We have joined two churches, on in English in the evening and one in French on Sunday morning. I suspect Victoria, given a choice, would go exclusively francophone at home and church, but I'm just not ready for that. As much as it's satisfying to be making progress, and I can now largely make myself understood and keep up with the rigors of shopping etc, it's too frustrating to operate at a language level where I can't express complex ideas or, for that matter,  simple ones with the option of a more elegant turn of phrase. 

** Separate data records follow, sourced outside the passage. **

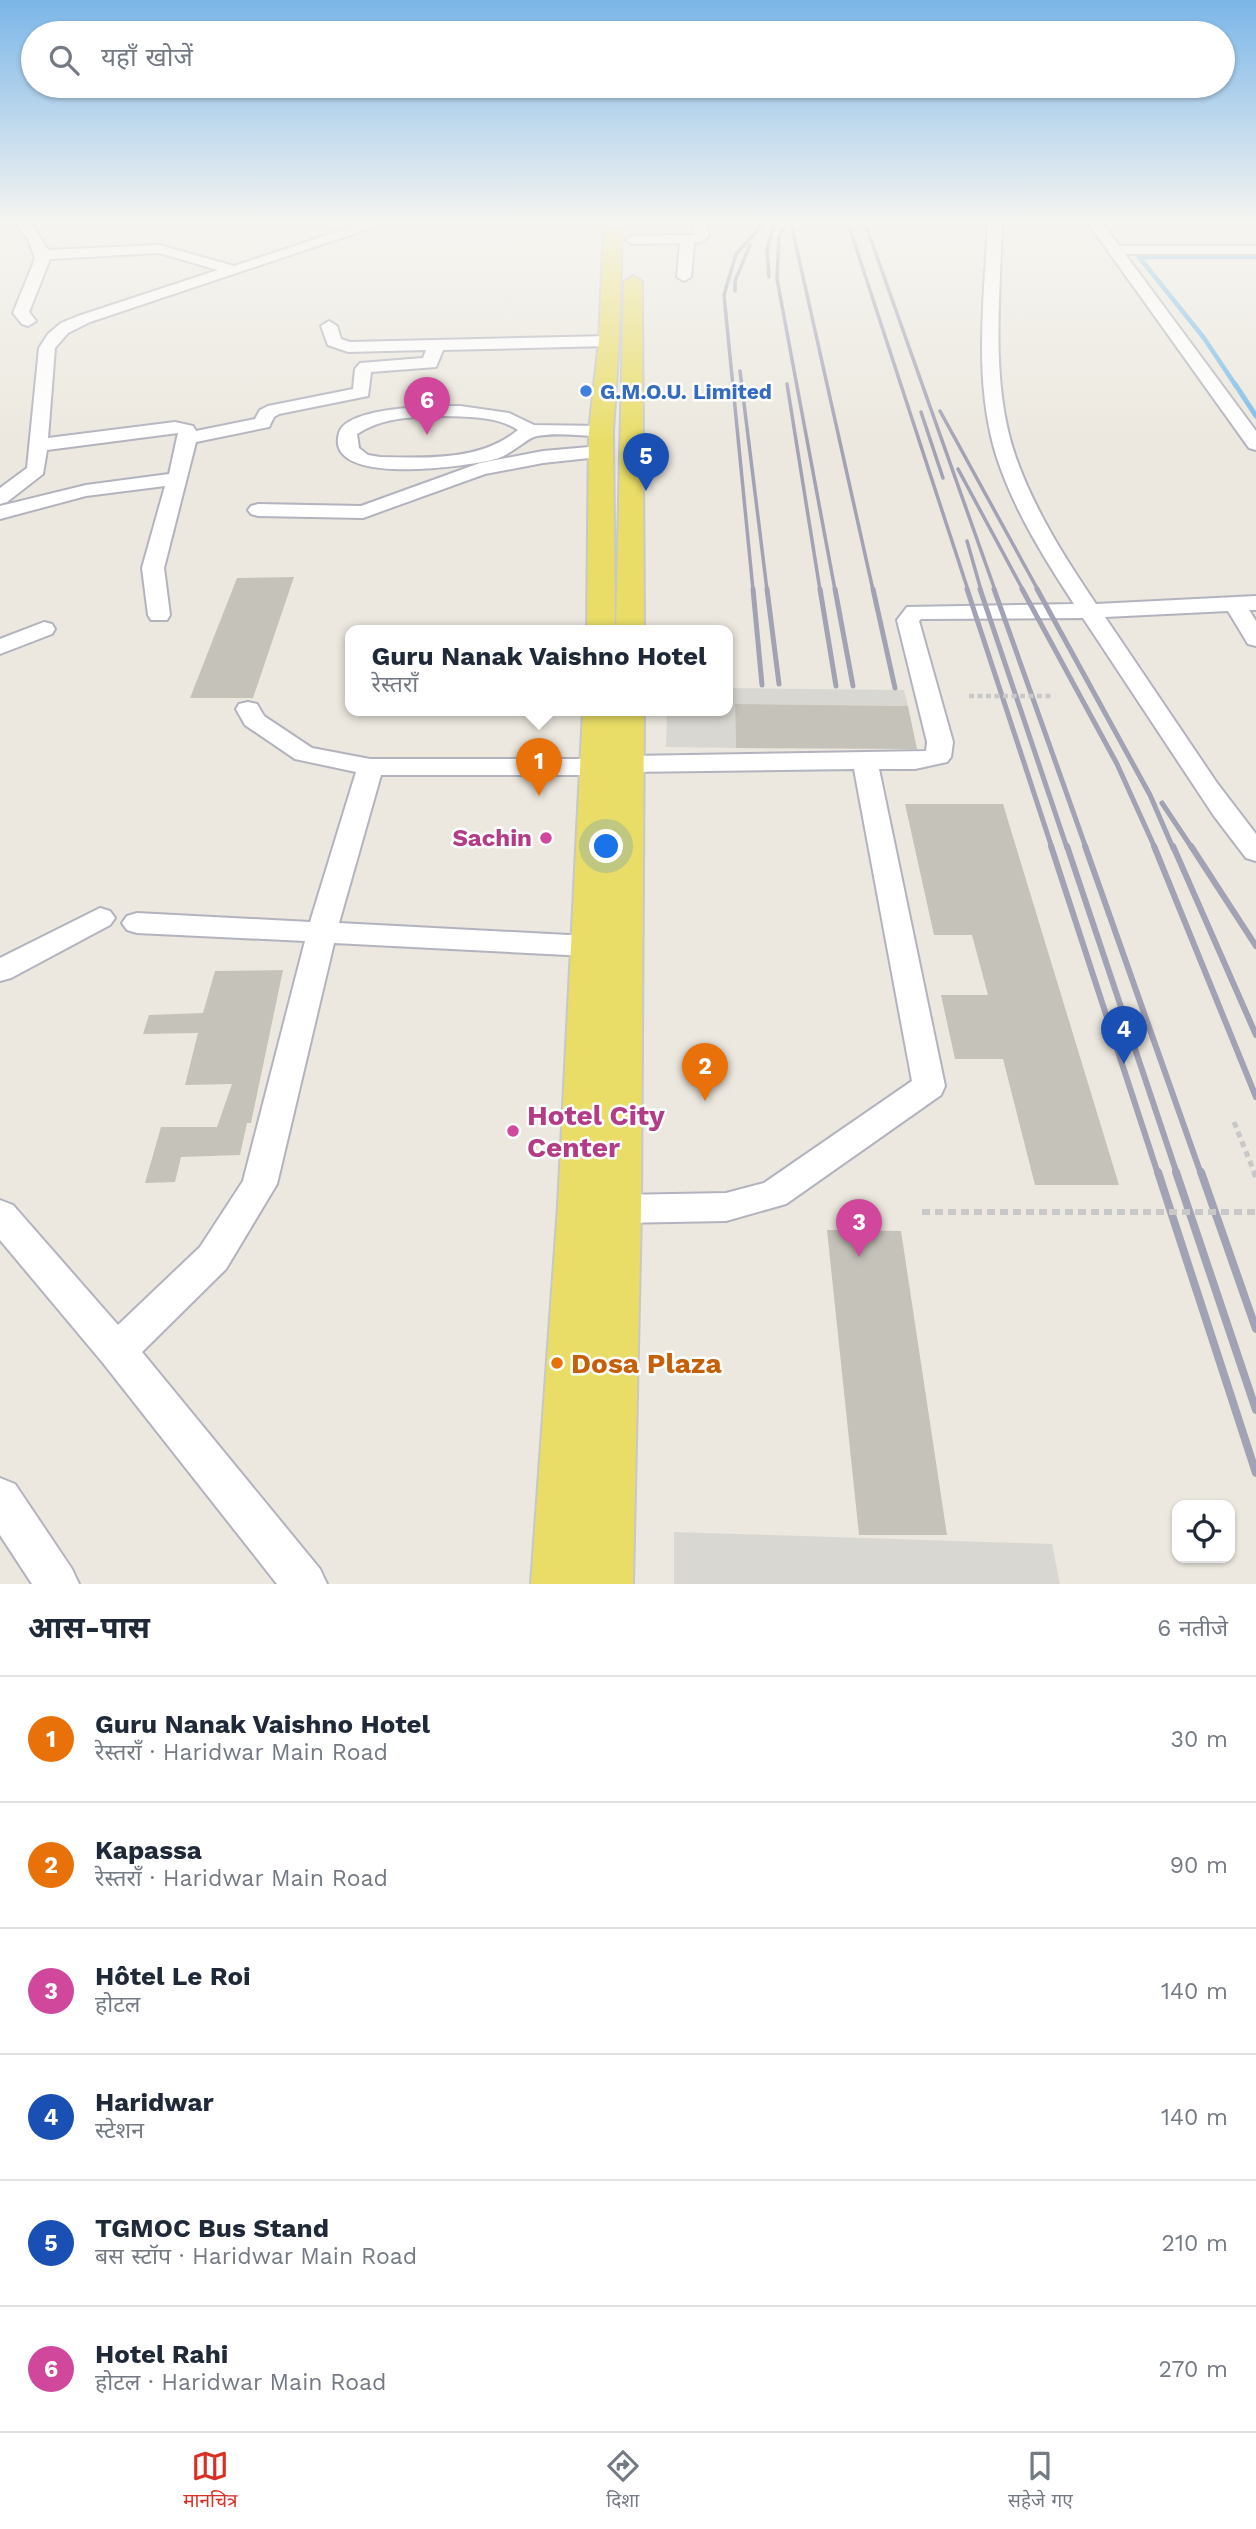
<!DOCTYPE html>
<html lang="hi">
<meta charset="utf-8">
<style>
body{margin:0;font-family:"Work Sans","Noto Sans Devanagari",sans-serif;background:#f6f6f7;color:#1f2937}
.controls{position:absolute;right:21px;bottom:21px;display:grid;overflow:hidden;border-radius:14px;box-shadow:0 2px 5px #0004}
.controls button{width:63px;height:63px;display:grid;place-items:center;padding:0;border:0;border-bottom:2px solid #e0e1e3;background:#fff;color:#1f2937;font:35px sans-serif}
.you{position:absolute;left:607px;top:847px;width:24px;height:24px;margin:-18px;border:5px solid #fff;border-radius:50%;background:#1a73e8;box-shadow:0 0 0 10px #1a73e833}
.badge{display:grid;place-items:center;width:46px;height:46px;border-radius:50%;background:#d93025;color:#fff;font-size:23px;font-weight:700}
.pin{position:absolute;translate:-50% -58px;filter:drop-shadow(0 2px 4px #0008)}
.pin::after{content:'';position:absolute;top:37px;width:24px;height:21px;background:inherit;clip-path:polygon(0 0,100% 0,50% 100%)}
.popup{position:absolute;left:345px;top:625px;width:388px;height:91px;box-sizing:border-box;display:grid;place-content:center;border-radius:14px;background:#fff;filter:drop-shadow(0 2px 5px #0005);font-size:23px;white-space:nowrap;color:#747a83}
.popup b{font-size:26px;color:#1f2937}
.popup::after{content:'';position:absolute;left:50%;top:100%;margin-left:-14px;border:14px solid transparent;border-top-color:#fff}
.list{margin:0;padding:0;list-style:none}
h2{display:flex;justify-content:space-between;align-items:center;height:91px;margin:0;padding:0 28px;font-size:30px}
h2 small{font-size:23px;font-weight:400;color:#747a83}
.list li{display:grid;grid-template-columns:46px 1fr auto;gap:21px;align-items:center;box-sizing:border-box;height:126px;padding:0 28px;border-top:2px solid #e0e1e3}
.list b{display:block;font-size:26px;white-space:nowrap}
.list p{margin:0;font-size:23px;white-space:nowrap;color:#747a83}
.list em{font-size:23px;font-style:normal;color:#747a83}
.icon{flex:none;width:38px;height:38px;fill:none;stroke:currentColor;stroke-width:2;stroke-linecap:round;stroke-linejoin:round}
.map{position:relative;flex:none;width:1256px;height:1584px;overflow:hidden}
.search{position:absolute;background:#fff;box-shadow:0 2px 5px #0004;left:21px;right:21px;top:21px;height:77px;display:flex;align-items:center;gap:18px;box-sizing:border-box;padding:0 24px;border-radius:38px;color:#747a83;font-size:26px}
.sheet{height:847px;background:#fff}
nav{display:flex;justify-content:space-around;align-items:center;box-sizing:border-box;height:98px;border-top:2px solid #e0e1e3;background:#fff;font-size:19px;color:#747a83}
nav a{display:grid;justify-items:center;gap:4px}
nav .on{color:#d93025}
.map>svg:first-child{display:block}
.plaza{fill:#d9d7d1}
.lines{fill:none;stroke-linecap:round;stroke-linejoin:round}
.stream-far1{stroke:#78bae8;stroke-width:4.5}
.stream{stroke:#78bae8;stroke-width:5}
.building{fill:#c5c2ba}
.minor-casing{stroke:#b2b3be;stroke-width:4}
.major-casing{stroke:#c8c8c8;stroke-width:4}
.path-far1{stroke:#c8c8c8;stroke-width:5;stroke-dasharray:6 4.5;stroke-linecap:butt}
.path{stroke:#c8c8c8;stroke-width:6;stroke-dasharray:8 5;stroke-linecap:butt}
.minor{fill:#fff;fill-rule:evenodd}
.major{fill:#e9dd67;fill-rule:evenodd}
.rail-far3{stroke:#a2a2b5;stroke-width:3.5}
.rail-far2{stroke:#a2a2b5;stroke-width:5}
.rail-far1{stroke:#a2a2b5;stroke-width:6}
.rail{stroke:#a2a2b5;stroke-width:8}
.path-bridge-far1{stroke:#c8c8c8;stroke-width:4.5;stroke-dasharray:5 3.5;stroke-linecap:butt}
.path-bridge{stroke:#c8c8c8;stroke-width:6;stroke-dasharray:8 5;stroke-linecap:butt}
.shop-dot{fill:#3f7fe0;stroke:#fff;stroke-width:2.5}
.hotel-dot{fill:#d1479c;stroke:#fff;stroke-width:2.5}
.food-dot{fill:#e8710a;stroke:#fff;stroke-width:2.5}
.labels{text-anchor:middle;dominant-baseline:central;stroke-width:5;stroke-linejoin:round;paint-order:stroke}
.far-shop-label{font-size:21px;font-weight:bold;fill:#366cbe;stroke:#fff;text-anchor:start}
.hotel-label{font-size:24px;font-weight:bold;fill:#b23c85;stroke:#fff;text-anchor:end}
.near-hotel-label{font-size:28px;font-weight:bold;fill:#b23c85;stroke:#fff;text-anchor:start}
.near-food-label{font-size:28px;font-weight:bold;fill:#c56008;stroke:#fff;text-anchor:start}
</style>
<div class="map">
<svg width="1256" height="1584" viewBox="0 0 1256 1584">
<rect width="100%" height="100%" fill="#ece8df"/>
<!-- plaza -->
<g class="plaza">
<polygon points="728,688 904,690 908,706 735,704 736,748 666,747 667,710 728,710"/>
<polygon points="674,1532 1052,1544 1060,1584 674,1584"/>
</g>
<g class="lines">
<!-- stream-far1 -->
<polyline class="stream-far1" points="1236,386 1204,338 1139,257 1256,257"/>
<!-- stream -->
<polyline class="stream" points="1235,384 1256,416"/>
</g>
<!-- building -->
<g class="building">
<polygon points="294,577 253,698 190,698 237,578"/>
<polygon points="735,704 908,706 917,749 736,748"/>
<polygon points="905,804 1003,804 1119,1185 1035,1185 1003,1059 955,1059 941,995 988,995 972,935 934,935"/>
<polygon points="283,970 251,1123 247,1123 240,1155 181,1157 175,1182 145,1183 161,1127 217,1127 232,1084 185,1085 198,1033 143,1034 149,1015 203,1013 215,971"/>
<polygon points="827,1230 901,1231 947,1535 859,1535"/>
</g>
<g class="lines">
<!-- minor casing -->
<g class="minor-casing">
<g id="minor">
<polygon points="16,223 31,223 48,250 160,245 234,266 364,223 386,223 90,322 68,333 55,348 48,438 175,422 193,426 196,431 255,419 260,410 268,406 353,389 355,369 360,363 423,358 426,350 348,352 328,345 321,326 329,321 337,326 341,339 350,342 609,336 617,341 609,346 443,350 436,367 371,372 368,396 279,414 274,417 269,427 196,442 164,568 170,615 167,620 151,620 148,615 142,568 165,486 86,496 0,519 0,506 86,485 169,474 178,433 47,450 43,474 7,502 0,504 0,488 27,468 39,348 48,334 61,323 78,316 218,270 159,253 50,259 29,312 36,321 28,326 22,324 13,313 35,259 28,239"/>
<polygon points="693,223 707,223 709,236 702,242 694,243 691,277 684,281 677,277 680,243 633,244 626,240 633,236 694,235"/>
<path d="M988,223H1002C1000,301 990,384 1016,458C1035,511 1065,558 1096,604L1256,596V610H1249L1256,621V646L1248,644L1228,611L1105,617L1217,783L1256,834V861L1246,858L1214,816L1083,618L921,619L919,621L953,742L951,757L947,762L915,769H879L945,1086L941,1095L786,1204L726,1221L619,1223L606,1219L601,1209L606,1199L619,1195L726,1193L764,1183L912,1081L854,769L629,772L620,769L616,764L620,759L629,756L926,751L927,742L897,620L907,607L1074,604C1044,558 1014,510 997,458C973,383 984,301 988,223Z"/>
<polygon points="1088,223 1102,223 1119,246 1256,246 1256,254 1125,254 1256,431 1256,450 1249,448"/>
<path d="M460,406L509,413L534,425L601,426L610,431L601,436C581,436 557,432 537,436C528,437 511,455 496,459C470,466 323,488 339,433C347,406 437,406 460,406ZM437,416C463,417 496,415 518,430C481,461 427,458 380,457L368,455L359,448L357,434C382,418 409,417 437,416Z"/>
<polygon points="601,446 608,448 610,452 608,456 543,463 485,474 363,518 258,516 251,514 248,510 251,506 258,504 361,506 480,463 543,451"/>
<polygon points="44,622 52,624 55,629 52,634 0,654 0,639"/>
<polygon points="248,702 257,704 264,716 312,748 370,759 596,759 605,762 609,767 605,772 596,775 381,775 339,923 606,937 616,940 621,947 616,954 606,957 334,943 277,1184 226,1269 142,1352 320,1569 327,1584 277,1584 103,1363 0,1240 0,1200 13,1205 118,1325 200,1247 243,1181 305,941 137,933 127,930 122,923 127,916 137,913 310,922 356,772 295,759 245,725 236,709 239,704"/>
<polygon points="100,908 110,911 115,918 110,925 11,978 0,981 0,958"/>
<polygon points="0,1478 15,1484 72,1569 79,1584 32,1584 0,1535"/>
</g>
</g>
<!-- major casing -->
<g class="major-casing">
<g id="major">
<polygon points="604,223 622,223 619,341 613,431 615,630 587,630 589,431 599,341"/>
<polygon points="633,276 642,282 644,630 616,630 624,282"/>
<polygon points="583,710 613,710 613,714 614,710 644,710 641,1209 633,1584 531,1584 558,1206"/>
</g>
</g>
<!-- path-far1 -->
<polyline class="path-far1" points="1234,1122 1255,1174"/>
<!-- path -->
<polyline class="path" points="1254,1172 1256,1177"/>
<!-- minor -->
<use href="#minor" class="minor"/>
<!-- major -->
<use href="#major" class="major"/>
<!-- rail-far3 -->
<g class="rail-far3">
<polyline points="786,223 779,236 777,279 835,590"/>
<polyline points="791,223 873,590"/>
<polyline points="848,223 968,590"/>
<polyline points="865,223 995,590"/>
<polyline points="769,277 767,249 775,223"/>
<polyline points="735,291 735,281 750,245"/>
<polyline points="740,371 767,590"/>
<polyline points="787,384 820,590"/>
<polyline points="940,411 1038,590"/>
<polyline points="921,412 943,478"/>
<polyline points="958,469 1023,590"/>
<polyline points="967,541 981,590"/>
<polyline points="753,590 724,295 736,254 764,223"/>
</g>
<!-- rail-far2 -->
<g class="rail-far2">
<polyline points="753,589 762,685"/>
<polyline points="767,589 779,684"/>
<polyline points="820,589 836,686"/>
<polyline points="835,589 853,686"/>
<polyline points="873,589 895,688"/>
<polyline points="967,589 1052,848"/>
<polyline points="980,589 1067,848"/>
<polyline points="994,589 1086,848"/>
<polyline points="1022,589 1117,764 1155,848"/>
<polyline points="1037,589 1150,795 1173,848"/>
<polyline points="1162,803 1192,848"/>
</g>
<!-- rail-far1 -->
<g class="rail-far1">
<polyline points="1051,846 1158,1174"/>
<polyline points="1067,846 1177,1174"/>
<polyline points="1085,846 1201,1174"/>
<polyline points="1154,846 1256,1097"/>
<polyline points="1173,846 1256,1035"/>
<polyline points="1191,846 1256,946"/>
</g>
<!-- rail -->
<g class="rail">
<polyline points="1158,1172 1256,1473"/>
<polyline points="1176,1172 1256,1410"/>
<polyline points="1201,1172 1256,1329"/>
</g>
<!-- path-bridge-far1 -->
<polyline class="path-bridge-far1" points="969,696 1053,696"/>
<!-- path-bridge -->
<polyline class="path-bridge" points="922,1212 1256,1212"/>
</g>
<!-- sky -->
<linearGradient id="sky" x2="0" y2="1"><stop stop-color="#7bb6e8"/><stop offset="0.5" stop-color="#f6f5f1"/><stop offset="1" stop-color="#f6f5f1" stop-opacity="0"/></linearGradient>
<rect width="1256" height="445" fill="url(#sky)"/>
<!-- markers -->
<circle class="shop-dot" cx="586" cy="391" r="7"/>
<g class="hotel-dot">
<circle cx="546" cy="838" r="7"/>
<circle cx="513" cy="1131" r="7"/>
</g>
<circle class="food-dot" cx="557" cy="1363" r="7"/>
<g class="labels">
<!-- far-shop labels -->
<g class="far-shop-label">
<text x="600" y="391">G.M.O.U. Limited</text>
</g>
<!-- hotel labels -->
<g class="hotel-label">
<text x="532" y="838">Sachin</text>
</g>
<!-- near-hotel labels -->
<g class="near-hotel-label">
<text x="527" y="1115">Hotel City<tspan x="527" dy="32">Center</tspan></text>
</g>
<!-- near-food labels -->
<g class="near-food-label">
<text x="571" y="1363">Dosa Plaza</text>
</g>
</g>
</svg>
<div class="controls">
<button><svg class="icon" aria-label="locate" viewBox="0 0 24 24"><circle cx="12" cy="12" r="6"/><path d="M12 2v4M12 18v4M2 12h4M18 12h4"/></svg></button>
</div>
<div class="you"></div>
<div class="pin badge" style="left:539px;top:796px;background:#e8710a">1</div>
<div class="popup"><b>Guru Nanak Vaishno Hotel</b>रेस्तराँ</div>
<div class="pin badge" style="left:705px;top:1101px;background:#e8710a">2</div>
<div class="pin badge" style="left:859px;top:1257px;background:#d1479c">3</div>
<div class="pin badge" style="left:1124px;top:1064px;background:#1a4fb4">4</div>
<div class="pin badge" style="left:646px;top:491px;background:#1a4fb4">5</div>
<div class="pin badge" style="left:427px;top:435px;background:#d1479c">6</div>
<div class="search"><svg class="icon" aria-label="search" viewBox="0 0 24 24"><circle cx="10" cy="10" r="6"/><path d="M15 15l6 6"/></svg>यहाँ खोजें</div>
</div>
<section class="sheet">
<h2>आस-पास<small>6 नतीजे</small></h2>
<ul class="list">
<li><span class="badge" style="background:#e8710a">1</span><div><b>Guru Nanak Vaishno Hotel</b><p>रेस्तराँ · Haridwar Main Road</p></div><em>30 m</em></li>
<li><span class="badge" style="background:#e8710a">2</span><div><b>Kapassa</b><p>रेस्तराँ · Haridwar Main Road</p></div><em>90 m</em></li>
<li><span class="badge" style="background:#d1479c">3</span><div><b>Hôtel Le Roi</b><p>होटल</p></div><em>140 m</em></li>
<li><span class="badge" style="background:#1a4fb4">4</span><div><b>Haridwar</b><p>स्टेशन</p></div><em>140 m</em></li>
<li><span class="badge" style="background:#1a4fb4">5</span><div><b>TGMOC Bus Stand</b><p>बस स्टॉप · Haridwar Main Road</p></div><em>210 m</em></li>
<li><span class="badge" style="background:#d1479c">6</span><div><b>Hotel Rahi</b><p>होटल · Haridwar Main Road</p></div><em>270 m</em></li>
</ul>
</section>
<nav>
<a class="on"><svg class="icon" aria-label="map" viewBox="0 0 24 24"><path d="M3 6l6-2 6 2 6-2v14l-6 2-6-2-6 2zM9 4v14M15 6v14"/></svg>मानचित्र</a>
<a><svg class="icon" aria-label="directions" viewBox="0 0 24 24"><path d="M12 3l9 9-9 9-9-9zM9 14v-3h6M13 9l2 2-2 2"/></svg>दिशा</a>
<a><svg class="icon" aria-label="saved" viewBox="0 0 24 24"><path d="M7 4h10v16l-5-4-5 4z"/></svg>सहेजे गए</a>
</nav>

Anyway, my point is this. I find, regularly, that after a while submersed in French, my brain hurts. It's always the same pain, a kind of fizzing across the middle, very much akin the stress buzz I used to get at the thought of Ofsted visiting. The exact same feeling I called 'impending doom' whenever the headmaster called to me to his office, and which never went away however long I taught or high I wandered in the rankings of my profession, surely a sad indictment on my self-confidence.  It is a decidedly odd experience to have come to view this feeling as my friend. Whenever my brain starts ticking like that these days, I ascribe it (with no neurobiology to speak of, you understand) to neurons connecting, to synapses linking, to LEARNING HAPPENING! It's a delight! I seek it out, some of the time, when I am strong enough. At time's when I'm not it's proved a remarkable opportunity to lean on God, remembering that I believe He called us here, that there's something special for us to do here and that learning French is somehow adding to the kingdom. Standing in His grace helps me daily over here. If I get really stuck, I even pray in French! 

I'm off now to read an article on Michael Schumaker's retirement in French! A bientôt!


BTW: should you actually have some neurobiology, don't disabuse me of the notion that I can feel the learning happening. It's too motivational to lose.